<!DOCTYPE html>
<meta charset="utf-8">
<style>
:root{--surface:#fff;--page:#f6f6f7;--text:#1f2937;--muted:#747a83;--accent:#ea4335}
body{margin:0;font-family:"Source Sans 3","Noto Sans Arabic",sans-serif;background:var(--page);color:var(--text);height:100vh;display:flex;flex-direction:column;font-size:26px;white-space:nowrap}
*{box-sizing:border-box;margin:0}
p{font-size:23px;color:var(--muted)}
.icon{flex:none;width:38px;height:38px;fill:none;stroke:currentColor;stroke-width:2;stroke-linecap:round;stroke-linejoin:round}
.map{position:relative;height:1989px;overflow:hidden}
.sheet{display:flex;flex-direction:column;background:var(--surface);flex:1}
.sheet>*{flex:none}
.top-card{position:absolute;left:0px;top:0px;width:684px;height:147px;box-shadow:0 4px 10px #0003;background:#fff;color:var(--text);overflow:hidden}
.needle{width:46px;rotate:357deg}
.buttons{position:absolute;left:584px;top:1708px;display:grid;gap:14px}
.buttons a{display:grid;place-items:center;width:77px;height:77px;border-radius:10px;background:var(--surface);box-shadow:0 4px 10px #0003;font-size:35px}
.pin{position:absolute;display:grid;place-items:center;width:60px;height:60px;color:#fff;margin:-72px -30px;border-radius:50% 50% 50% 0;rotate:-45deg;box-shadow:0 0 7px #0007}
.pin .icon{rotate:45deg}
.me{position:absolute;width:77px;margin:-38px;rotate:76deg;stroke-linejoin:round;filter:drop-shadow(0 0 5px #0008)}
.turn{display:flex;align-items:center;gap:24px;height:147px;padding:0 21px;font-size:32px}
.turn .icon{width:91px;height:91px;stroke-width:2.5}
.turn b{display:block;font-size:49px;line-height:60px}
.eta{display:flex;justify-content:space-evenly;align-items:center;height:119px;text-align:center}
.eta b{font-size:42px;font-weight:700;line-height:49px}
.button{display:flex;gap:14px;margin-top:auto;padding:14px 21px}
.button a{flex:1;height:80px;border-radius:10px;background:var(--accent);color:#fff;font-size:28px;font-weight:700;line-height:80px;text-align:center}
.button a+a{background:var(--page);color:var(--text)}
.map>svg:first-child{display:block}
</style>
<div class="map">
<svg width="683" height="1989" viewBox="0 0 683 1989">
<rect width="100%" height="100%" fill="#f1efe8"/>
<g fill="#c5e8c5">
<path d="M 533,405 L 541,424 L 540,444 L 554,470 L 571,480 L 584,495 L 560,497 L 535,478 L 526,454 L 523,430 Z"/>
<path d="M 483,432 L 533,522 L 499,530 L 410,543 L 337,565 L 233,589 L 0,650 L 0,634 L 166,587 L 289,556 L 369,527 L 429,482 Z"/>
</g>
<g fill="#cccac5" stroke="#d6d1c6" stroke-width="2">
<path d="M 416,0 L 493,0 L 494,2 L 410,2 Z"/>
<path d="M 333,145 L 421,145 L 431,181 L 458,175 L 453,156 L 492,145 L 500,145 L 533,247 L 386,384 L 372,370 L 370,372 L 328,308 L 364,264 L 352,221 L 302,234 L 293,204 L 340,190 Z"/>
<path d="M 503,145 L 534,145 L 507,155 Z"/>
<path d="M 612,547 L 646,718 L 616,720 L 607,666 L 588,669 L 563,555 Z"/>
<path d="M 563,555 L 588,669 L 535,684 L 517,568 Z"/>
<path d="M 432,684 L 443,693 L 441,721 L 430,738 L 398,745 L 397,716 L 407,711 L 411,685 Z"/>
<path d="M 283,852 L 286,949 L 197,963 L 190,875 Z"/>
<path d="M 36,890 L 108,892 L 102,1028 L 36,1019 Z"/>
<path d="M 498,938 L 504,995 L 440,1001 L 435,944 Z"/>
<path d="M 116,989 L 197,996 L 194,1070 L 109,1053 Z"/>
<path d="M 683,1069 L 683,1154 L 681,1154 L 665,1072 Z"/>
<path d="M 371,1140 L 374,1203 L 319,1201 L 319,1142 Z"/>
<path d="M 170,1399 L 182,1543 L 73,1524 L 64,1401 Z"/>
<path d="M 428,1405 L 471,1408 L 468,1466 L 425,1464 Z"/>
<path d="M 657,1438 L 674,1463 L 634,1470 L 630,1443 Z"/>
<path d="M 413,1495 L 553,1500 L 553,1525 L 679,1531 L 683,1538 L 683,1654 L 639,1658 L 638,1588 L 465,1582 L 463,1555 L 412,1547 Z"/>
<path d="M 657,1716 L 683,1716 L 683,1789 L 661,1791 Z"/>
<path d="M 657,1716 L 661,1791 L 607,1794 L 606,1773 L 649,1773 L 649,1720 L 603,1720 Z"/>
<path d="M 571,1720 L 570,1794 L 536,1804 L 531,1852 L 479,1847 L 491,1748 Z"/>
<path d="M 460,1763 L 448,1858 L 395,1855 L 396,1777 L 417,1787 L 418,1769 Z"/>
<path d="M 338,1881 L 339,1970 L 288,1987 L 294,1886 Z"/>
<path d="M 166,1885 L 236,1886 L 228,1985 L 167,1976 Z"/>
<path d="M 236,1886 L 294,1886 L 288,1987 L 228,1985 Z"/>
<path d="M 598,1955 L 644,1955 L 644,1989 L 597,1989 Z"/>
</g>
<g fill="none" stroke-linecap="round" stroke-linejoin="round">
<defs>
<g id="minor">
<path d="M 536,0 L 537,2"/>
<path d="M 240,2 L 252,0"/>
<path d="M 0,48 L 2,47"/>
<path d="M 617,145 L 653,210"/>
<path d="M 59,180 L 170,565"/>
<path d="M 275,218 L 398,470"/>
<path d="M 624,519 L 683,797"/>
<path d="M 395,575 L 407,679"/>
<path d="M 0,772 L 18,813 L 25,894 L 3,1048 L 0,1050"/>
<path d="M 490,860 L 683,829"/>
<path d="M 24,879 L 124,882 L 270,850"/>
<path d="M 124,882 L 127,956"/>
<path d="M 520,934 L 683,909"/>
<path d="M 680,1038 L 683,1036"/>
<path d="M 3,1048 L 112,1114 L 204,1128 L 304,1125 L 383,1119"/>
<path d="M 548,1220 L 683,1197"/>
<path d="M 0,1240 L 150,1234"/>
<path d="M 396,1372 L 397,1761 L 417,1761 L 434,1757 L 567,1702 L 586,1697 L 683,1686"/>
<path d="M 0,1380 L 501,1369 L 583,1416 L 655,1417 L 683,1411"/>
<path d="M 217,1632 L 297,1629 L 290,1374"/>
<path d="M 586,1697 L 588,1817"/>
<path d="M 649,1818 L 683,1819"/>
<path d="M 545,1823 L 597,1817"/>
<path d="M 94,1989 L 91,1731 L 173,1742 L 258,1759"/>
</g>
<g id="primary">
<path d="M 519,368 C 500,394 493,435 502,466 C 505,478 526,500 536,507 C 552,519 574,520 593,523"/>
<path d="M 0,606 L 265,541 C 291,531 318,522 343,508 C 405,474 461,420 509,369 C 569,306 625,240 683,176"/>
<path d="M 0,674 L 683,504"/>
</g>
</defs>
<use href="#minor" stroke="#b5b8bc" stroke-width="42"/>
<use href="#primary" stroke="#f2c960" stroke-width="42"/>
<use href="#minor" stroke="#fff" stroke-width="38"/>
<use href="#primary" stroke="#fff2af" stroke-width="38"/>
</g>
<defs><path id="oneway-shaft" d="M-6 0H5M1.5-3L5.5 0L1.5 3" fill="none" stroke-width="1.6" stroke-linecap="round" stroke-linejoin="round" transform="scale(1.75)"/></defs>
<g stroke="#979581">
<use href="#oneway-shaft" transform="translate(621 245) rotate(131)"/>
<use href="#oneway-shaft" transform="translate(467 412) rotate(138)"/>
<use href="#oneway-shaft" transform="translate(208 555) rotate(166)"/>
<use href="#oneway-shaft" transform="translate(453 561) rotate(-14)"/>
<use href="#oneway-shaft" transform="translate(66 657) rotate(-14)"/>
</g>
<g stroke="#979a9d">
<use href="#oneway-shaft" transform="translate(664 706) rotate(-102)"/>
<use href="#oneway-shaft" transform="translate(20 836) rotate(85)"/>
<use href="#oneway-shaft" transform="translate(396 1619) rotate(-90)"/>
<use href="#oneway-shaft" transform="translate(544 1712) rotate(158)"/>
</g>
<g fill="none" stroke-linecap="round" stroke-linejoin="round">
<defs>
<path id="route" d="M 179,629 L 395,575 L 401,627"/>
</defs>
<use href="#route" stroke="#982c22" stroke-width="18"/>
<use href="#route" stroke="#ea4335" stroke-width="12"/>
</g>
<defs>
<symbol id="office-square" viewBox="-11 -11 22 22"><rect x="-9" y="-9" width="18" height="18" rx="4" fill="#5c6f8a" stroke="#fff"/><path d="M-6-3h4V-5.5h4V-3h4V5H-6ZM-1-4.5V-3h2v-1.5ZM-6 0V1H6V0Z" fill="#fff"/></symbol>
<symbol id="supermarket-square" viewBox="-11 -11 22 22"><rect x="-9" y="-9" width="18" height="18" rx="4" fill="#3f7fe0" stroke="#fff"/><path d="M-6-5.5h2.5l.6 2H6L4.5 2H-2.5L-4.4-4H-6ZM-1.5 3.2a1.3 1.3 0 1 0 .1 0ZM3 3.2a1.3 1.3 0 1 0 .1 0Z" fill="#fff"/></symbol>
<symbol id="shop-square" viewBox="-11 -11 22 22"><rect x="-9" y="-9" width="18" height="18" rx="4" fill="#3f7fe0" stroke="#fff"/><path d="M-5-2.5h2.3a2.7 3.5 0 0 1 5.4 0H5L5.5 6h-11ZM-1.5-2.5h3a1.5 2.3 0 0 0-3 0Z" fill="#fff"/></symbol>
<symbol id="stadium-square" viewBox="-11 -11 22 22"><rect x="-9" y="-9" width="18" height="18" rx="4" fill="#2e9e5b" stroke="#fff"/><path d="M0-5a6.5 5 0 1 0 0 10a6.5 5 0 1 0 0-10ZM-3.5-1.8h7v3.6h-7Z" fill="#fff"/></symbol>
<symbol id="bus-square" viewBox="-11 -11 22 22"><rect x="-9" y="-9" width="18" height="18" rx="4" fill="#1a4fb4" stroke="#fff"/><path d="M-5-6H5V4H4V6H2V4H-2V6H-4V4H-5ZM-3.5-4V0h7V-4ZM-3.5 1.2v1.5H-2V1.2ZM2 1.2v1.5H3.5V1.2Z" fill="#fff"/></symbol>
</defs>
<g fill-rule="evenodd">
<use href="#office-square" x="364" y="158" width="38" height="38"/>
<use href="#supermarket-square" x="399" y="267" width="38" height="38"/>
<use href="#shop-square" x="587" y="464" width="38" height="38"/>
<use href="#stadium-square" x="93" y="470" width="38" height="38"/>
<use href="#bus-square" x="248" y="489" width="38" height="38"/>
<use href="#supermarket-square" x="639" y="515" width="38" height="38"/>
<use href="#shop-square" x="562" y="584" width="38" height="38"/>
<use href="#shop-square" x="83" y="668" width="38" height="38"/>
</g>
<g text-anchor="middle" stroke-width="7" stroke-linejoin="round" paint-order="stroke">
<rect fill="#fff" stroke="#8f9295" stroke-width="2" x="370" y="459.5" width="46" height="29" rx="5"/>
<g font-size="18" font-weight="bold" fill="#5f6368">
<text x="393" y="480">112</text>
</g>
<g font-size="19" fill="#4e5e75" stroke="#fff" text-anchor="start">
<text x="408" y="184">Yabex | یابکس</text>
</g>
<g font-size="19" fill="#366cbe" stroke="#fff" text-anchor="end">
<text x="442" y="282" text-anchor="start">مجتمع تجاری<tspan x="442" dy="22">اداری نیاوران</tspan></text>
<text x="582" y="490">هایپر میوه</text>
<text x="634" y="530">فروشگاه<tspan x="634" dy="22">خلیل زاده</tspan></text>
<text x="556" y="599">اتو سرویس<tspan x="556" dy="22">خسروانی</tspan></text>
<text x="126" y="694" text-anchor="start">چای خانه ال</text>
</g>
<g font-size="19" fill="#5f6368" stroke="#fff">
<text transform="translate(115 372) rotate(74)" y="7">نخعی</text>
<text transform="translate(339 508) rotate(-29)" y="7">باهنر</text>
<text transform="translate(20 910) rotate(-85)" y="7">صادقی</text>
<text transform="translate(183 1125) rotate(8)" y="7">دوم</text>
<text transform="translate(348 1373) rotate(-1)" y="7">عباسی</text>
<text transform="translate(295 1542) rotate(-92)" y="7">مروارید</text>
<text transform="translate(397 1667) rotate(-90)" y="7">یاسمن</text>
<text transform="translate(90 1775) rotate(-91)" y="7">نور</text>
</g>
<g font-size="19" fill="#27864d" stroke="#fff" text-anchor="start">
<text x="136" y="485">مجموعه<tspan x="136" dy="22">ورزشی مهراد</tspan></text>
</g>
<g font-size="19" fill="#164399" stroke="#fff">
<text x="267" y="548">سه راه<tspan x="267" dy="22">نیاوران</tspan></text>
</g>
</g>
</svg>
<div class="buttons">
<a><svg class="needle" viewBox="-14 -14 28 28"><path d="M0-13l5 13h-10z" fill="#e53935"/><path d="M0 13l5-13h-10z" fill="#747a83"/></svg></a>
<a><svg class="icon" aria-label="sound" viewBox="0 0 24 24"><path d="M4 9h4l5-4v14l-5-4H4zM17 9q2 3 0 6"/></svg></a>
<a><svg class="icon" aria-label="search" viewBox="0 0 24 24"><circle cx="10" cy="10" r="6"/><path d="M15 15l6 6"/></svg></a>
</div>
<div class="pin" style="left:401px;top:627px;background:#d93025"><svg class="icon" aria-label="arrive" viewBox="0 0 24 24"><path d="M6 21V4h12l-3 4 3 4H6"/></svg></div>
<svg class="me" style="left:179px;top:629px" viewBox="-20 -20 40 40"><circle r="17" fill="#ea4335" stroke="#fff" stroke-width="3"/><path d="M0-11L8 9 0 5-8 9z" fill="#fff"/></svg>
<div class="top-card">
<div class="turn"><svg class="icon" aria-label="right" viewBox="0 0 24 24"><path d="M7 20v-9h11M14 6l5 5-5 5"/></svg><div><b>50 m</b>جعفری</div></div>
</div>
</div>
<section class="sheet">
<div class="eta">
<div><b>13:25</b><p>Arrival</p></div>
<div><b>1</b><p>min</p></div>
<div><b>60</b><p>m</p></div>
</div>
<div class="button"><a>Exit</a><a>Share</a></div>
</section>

-- -- --

The task:
Show every line above in which the word "buttons" occurs.

Your solution:
.buttons{position:absolute;left:584px;top:1708px;display:grid;gap:14px}
.buttons a{display:grid;place-items:center;width:77px;height:77px;border-radius:10px;background:var(--surface);box-shadow:0 4px 10px #0003;font-size:35px}
<div class="buttons">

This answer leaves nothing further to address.